-->

How can I modify the text of tokens in a CommonTok

2019-03-21 10:36发布

问题:

I'm trying to learn ANTLR and at the same time use it for a current project.

I've gotten to the point where I can run the lexer on a chunk of code and output it to a CommonTokenStream. This is working fine, and I've verified that the source text is being broken up into the appropriate tokens.

Now, I would like to be able to modify the text of certain tokens in this stream, and display the now modified source code.

For example I've tried:

import org.antlr.runtime.*;
import java.util.*;

public class LexerTest
{
    public static final int IDENTIFIER_TYPE = 4;

    public static void main(String[] args)
    {
    String input = "public static void main(String[] args) { int myVar = 0; }";
    CharStream cs = new ANTLRStringStream(input);


        JavaLexer lexer = new JavaLexer(cs);
        CommonTokenStream tokens = new CommonTokenStream();
        tokens.setTokenSource(lexer);

        int size = tokens.size();
        for(int i = 0; i < size; i++)
        {
            Token token = (Token) tokens.get(i);
            if(token.getType() == IDENTIFIER_TYPE)
            {
                token.setText("V");
            }
        }
        System.out.println(tokens.toString());
    }  
}

I'm trying to set all Identifier token's text to the string literal "V".

  1. Why are my changes to the token's text not reflected when I call tokens.toString()?

  2. How am I suppose to know the various Token Type IDs? I walked through with my debugger and saw that the ID for the IDENTIFIER tokens was "4" (hence my constant at the top). But how would I have known that otherwise? Is there some other way of mapping token type ids to the token name?


EDIT:

One thing that is important to me is I wish for the tokens to have their original start and end character positions. That is, I don't want them to reflect their new positions with the variable names changed to "V". This is so I know where the tokens were in the original source text.

回答1:

ANTLR has a way to do this in it's grammar file.

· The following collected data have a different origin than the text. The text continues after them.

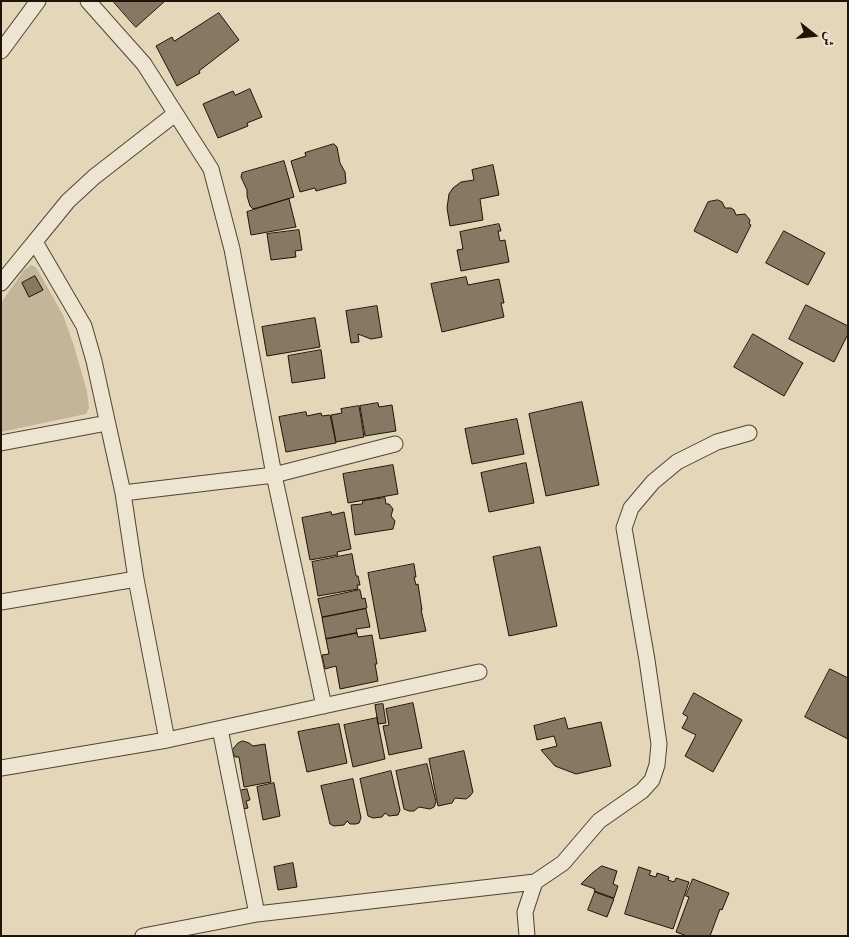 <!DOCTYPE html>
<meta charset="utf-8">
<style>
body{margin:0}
#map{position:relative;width:849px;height:937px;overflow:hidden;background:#e4d6b8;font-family:"IM FELL Double Pica",Amiri,serif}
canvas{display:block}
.frame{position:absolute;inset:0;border:2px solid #1f1408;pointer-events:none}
.north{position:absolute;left:789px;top:10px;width:50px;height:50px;-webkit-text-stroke:4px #ede4d1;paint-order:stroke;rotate:106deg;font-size:14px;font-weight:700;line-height:20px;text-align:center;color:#1f1408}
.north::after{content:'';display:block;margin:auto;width:18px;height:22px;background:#1f1408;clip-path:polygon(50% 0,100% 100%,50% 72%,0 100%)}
</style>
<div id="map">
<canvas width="849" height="937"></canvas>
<div class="frame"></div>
<div class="north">ش</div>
</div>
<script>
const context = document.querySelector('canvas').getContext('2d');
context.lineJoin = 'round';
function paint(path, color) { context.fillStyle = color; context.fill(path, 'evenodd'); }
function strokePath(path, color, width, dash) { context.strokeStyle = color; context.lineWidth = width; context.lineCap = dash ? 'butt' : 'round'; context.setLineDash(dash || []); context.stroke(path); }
const green = new Path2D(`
 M 31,265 L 36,267 L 63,315 L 73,343 L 87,391 L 89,408 L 86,414 L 1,432 L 1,303 L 24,270 Z`);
const building = new Path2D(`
 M 113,1 L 165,1 L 136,27 Z
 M 219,13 L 239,40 L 199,71 L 200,73 L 177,86 L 156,46 L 172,37 L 174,41 Z
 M 250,89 L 262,117 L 247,123 L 248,126 L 218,138 L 203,104 L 233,91 L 235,95 Z
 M 334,144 L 337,147 L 340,163 L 345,172 L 346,183 L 316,191 L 315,188 L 300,192 L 291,161 L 306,156 L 305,153 Z
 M 284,161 L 294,197 L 253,209 L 250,206 L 247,196 L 247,190 L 241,177 L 242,173 Z
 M 493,165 L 499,195 L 480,199 L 483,220 L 450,226 L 447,208 L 449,194 L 453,188 L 461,182 L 474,180 L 472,170 Z
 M 289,199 L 296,227 L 251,235 L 247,212 Z
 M 718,200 L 722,202 L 725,208 L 731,208 L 734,210 L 736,215 L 745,214 L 750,220 L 749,224 L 751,225 L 737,253 L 694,231 L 708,202 Z
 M 499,224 L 501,231 L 498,231 L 500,241 L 505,240 L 509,262 L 461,271 L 457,250 L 463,249 L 460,232 Z
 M 299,230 L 302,250 L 295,251 L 296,257 L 271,260 L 267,234 Z
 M 784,231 L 825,253 L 808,285 L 766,263 Z
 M 35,276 L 43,290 L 29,297 L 22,283 Z
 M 466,277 L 468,285 L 499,279 L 504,303 L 501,303 L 504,317 L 442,332 L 431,284 Z
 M 806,305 L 848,326 L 848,334 L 834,362 L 789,339 Z
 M 377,306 L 382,337 L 371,339 L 358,334 L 359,342 L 351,343 L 346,311 Z
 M 315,318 L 320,347 L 267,356 L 262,327 Z
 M 753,334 L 803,363 L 784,396 L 734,367 Z
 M 321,350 L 325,378 L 292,383 L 288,356 Z
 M 582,402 L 599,485 L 546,496 L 529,414 Z
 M 378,403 L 379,407 L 392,405 L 396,431 L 365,436 L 360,406 Z
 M 359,406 L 364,437 L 336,442 L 331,415 L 342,413 L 341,409 Z
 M 306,412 L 307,416 L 321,413 L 322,416 L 330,415 L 336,443 L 286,452 L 279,417 Z
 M 517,419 L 524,454 L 472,464 L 465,429 Z
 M 526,463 L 534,503 L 489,512 L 481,473 Z
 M 393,465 L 398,494 L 348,503 L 343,474 Z
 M 385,498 L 386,504 L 389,504 L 393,509 L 391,516 L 395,521 L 393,529 L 355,535 L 351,505 L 362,504 L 363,501 Z
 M 331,512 L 332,515 L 344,512 L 351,549 L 337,552 L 338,555 L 310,560 L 302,518 Z
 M 540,547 L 557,626 L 509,636 L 493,557 Z
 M 352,554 L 356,576 L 358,576 L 360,585 L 357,585 L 358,589 L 318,596 L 312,562 Z
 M 414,564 L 416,577 L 414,577 L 416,585 L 418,584 L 422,610 L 421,610 L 426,631 L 380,639 L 368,573 Z
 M 360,590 L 362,599 L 365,598 L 367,608 L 322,617 L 318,599 Z
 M 366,609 L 370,627 L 356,629 L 357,633 L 326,639 L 322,618 Z
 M 357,633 L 358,637 L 372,635 L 377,664 L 375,664 L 378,681 L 340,689 L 336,666 L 325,669 L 322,655 L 329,654 L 326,639 Z
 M 830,669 L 848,678 L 848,739 L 805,717 Z
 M 694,693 L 742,720 L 713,772 L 685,756 L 696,735 L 682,728 L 688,717 L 683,714 Z
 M 413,703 L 422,748 L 389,755 L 383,726 L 389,725 L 386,709 Z
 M 383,704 L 386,723 L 378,724 L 375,705 Z
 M 377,718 L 385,759 L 353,767 L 344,725 Z
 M 565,718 L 568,729 L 601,722 L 611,766 L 576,774 L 555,766 L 541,750 L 557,746 L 554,736 L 537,740 L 534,726 Z
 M 339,724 L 347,763 L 307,772 L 298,732 Z
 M 243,741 L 249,743 L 253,746 L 265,744 L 271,782 L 244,787 L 239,757 L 235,757 L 232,750 L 238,743 Z
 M 464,751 L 473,792 L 470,796 L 466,799 L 455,798 L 452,803 L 438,806 L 429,759 Z
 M 427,764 L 436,802 L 434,807 L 430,809 L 419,807 L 414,811 L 409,811 L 404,809 L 396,771 Z
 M 391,771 L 400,810 L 398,815 L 389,816 L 385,813 L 382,817 L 373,818 L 368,816 L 360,779 Z
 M 353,779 L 361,818 L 359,823 L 356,824 L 350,824 L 347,821 L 344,825 L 334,826 L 330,824 L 321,786 Z
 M 274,783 L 280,816 L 263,820 L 257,787 Z
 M 247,789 L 250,800 L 246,801 L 248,808 L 243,809 L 239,791 Z
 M 293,863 L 297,887 L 278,890 L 274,867 Z
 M 602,866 L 617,871 L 613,884 L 618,886 L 614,898 L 594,891 L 595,889 L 581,884 L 591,874 Z
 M 639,867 L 651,871 L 649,875 L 656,877 L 657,873 L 669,877 L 668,880 L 674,882 L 676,878 L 689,882 L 673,929 L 625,914 Z
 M 693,879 L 729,893 L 722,910 L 720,909 L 710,936 L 687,936 L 676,932 L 689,897 L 686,896 Z
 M 595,892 L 614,899 L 607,917 L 588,910 Z`);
const minor = new Path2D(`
 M 88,1 L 144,64 L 211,169 L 232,249 L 274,475 L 324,706
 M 1,51 L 38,1
 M 35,242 L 84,326 L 94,361 L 123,493 L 136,579 L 167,740
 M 1,283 L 68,201 L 94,177 L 175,114
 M 1,443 L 107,423
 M 123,493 L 274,475 L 395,444
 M 1,602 L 136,579
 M 220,729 L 257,914
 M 1,768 L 167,740 L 479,672
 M 143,936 L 257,914 L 535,882 L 563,863 L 599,821 L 642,791 L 652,780 L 657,765 L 659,744 L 647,660 L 624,528 L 631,508 L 653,482 L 677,462 L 717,442 L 749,433
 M 527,936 L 525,912 L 535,882`);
paint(green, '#c3b59a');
paint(building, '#857964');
strokePath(building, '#1f1408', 1);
strokePath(minor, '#504434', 17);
strokePath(minor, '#ede4d1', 15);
</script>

Let's say you're parsing a string consisting of numbers and strings delimited by comma's. A grammar would look like this:

grammar Foo;

parse
  :  value ( ',' value )* EOF
  ;

value
  :  Number
  |  String
  ;

String
  :  '"' ( ~( '"' | '\\' ) | '\\\\' | '\\"' )* '"'
  ;

Number
  :  '0'..'9'+
  ;

Space
  :  ( ' ' | '\t' ) {skip();}
  ;

This should all look familiar to you. Let's say you want to wrap square brackets around all integer values. Here's how to do that:

grammar Foo;

options {output=template; rewrite=true;} 

parse
  :  value ( ',' value )* EOF
  ;

value
  :  n=Number -> template(num={$n.text}) "[<num>]" 
  |  String
  ;

String
  :  '"' ( ~( '"' | '\\' ) | '\\\\' | '\\"' )* '"'
  ;

Number
  :  '0'..'9'+
  ;

Space
  :  ( ' ' | '\t' ) {skip();}
  ;

As you see, I've added some options at the top, and added a rewrite rule (everything after the ->) after the Number in the value parser rule.

Now to test it all, compile and run this class:

import org.antlr.runtime.*;

public class FooTest {
  public static void main(String[] args) throws Exception {
    String text = "12, \"34\", 56, \"a\\\"b\", 78";
    System.out.println("parsing: "+text);
    ANTLRStringStream in = new ANTLRStringStream(text);
    FooLexer lexer = new FooLexer(in);
    CommonTokenStream tokens = new TokenRewriteStream(lexer); // Note: a TokenRewriteStream!
    FooParser parser = new FooParser(tokens);
    parser.parse();
    System.out.println("tokens: "+tokens.toString());
  }
}

which produces:

parsing: 12, "34", 56, "a\"b", 78
tokens: [12],"34",[56],"a\"b",[78]


回答2:

In ANTLR 4 there is a new facility using parse tree listeners and TokenStreamRewriter (note the name difference) that can be used to observe or transform trees. (The replies suggesting TokenRewriteStream apply to ANTLR 3 and will not work with ANTLR 4.)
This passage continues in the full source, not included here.